Opening the hives, they carefully pull out bee-coated frames and take photos. Later, they compare hives. Who has the most bees? How much honey has been produced in each?

“We’re generally trying to see how productive the hive is—how big it is, but mainly I’m looking for signs of disease,” Jarvis explains.

She performs a sugar shake test, a surveillance method that shakes fine sugar onto bees, to check for pests like the Varroa mite. The parasite resembles a tick and attaches itself to a bee’s body, causing disease and weakening the bee.

Don’t worry, the sugar shake bees return to their colonies unharmed.

Caitlin Jarvis inspects a bee habitat in Chattanooga.

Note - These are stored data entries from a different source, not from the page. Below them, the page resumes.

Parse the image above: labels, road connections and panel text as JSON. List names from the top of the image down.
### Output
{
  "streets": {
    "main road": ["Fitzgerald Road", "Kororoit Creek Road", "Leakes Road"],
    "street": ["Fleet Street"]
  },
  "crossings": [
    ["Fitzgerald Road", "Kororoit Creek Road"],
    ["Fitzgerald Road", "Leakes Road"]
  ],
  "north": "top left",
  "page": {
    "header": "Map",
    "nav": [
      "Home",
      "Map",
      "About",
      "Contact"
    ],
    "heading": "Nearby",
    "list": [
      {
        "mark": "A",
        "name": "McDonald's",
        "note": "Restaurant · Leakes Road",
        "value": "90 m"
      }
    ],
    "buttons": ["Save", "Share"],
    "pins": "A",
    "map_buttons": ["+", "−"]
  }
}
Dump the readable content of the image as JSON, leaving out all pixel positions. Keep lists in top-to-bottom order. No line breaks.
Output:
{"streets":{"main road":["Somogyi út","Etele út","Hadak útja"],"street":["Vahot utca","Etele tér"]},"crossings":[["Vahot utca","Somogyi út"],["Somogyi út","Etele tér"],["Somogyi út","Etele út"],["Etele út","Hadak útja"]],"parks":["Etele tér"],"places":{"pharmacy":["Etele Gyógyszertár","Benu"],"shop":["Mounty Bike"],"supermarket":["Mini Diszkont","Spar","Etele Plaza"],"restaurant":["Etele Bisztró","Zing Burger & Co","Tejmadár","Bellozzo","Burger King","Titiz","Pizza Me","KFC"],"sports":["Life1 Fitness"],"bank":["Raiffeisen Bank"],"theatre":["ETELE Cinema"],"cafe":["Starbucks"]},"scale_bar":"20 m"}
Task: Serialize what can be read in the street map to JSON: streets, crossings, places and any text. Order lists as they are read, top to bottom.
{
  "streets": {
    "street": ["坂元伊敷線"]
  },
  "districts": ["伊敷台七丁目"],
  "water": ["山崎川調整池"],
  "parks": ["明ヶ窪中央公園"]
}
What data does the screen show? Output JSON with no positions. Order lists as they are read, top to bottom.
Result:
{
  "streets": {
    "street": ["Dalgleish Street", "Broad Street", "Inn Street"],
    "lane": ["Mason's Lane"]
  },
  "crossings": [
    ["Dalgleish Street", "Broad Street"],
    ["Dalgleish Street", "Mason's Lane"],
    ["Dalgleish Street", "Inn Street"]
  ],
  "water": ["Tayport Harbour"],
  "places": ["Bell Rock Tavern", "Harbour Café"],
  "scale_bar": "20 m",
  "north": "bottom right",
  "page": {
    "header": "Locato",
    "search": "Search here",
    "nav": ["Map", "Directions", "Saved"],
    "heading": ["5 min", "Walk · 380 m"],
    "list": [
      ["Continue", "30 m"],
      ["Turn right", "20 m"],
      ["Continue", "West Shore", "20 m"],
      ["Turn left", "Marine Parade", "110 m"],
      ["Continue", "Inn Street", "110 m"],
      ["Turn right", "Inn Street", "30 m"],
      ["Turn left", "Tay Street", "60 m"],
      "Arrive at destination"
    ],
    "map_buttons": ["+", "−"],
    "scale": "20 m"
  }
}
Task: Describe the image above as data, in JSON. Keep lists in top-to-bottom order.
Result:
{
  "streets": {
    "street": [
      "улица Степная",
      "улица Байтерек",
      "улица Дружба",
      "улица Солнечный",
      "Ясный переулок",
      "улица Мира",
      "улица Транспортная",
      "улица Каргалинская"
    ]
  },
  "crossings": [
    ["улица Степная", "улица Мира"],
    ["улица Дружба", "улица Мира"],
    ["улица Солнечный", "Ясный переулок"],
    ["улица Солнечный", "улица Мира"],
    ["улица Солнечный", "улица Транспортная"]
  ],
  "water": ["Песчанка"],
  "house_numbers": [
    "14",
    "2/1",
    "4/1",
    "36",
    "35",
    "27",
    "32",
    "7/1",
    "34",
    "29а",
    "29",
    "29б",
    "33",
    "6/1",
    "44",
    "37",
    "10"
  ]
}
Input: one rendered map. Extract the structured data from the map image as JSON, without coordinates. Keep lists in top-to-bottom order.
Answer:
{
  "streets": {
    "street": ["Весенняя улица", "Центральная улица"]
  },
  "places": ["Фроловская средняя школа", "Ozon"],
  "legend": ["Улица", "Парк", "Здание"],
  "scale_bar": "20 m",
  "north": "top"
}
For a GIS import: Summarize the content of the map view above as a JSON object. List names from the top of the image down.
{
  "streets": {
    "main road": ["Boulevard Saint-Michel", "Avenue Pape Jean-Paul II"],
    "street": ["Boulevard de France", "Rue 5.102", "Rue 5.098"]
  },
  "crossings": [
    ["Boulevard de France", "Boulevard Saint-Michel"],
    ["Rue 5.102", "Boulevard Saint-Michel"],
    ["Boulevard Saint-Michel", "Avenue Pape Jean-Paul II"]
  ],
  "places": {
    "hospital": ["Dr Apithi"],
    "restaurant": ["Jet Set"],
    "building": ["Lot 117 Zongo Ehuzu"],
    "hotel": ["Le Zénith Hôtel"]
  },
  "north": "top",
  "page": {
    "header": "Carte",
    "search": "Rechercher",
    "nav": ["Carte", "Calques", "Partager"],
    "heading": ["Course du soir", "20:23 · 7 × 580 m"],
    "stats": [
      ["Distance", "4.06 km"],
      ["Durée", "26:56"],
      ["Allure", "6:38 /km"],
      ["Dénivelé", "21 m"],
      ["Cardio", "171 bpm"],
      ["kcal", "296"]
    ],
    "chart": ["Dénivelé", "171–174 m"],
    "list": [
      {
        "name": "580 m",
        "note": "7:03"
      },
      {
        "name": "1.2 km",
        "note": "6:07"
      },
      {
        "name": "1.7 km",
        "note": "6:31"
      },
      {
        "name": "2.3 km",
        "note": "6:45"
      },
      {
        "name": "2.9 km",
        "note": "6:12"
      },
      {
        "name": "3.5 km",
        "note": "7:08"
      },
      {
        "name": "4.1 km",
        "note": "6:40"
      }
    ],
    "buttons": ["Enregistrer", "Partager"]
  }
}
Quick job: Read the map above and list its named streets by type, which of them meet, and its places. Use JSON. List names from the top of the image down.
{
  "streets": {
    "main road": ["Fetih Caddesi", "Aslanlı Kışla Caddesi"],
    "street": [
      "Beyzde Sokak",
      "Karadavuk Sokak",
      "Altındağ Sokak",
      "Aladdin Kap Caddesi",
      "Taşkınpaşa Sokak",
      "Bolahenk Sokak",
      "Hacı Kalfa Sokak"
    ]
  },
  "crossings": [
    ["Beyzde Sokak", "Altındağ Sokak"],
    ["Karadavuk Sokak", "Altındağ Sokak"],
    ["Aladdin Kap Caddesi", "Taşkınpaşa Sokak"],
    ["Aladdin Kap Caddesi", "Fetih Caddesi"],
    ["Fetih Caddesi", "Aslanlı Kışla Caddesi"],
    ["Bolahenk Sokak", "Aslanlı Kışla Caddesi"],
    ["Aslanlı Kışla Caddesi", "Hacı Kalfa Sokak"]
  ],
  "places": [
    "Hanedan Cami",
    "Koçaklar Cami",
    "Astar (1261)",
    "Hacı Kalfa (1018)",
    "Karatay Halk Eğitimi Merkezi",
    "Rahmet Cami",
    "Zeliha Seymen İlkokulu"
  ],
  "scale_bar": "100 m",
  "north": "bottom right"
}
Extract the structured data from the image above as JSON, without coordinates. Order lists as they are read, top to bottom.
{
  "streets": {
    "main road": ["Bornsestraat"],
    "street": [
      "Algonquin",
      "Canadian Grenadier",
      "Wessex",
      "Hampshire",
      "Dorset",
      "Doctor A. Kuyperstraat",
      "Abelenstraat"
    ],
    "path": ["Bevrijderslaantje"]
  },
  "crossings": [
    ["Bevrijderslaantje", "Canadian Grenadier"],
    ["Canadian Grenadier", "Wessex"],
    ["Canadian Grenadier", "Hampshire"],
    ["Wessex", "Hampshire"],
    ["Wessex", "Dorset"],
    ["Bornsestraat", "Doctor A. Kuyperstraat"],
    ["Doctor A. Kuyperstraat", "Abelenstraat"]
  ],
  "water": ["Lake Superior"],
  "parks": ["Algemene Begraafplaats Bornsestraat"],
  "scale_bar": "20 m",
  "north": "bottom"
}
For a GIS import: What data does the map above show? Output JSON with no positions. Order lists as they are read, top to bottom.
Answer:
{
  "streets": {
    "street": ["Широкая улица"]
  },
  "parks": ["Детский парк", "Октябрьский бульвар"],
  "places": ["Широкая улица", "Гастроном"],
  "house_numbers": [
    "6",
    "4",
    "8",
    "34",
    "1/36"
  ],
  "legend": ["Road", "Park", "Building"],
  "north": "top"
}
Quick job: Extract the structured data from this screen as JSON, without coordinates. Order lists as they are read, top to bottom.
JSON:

When examining the hives, Jarvis also checks for signs of deformed wing virus and hive beetles, both threats to bee colonies.

Jarvis’ interest in pollinators began in the summer of 2020 with a temporary beekeeper job at Pigeon Mountain Trading Co. in Lafayette, Georgia. The beekeeping supply house has colonies of in-house honeybees. Tending to its hives and selling live bees inspired her to start her own hives back home in Hixson and to pursue a master’s degree at UTC.

Her current research will last two years, but Jarvis has hopes to grow her work in the future to landscape-level pollinator restoration. The work’s goal is to bring back all kinds of native habitats, avoiding the green-grass urban lawns “that really don’t offer anything for biodiversity,” she explains.

Jarvis wants to work with all pollinators, from recognizable honeybees and bumblebees to the lesser-known hoverflies, beetles and Mason bees that “are good at pollinating in orchards,” she says.

“We have hundreds of species of native pollinators here in Tennessee and many more throughout the United States that just don’t get a whole lot of attention.”

DeAnna Beasley, assistant professor for the Department of Biology, Geology and Environmental Science, looks through the photographs taken by Jarvis and her student helper.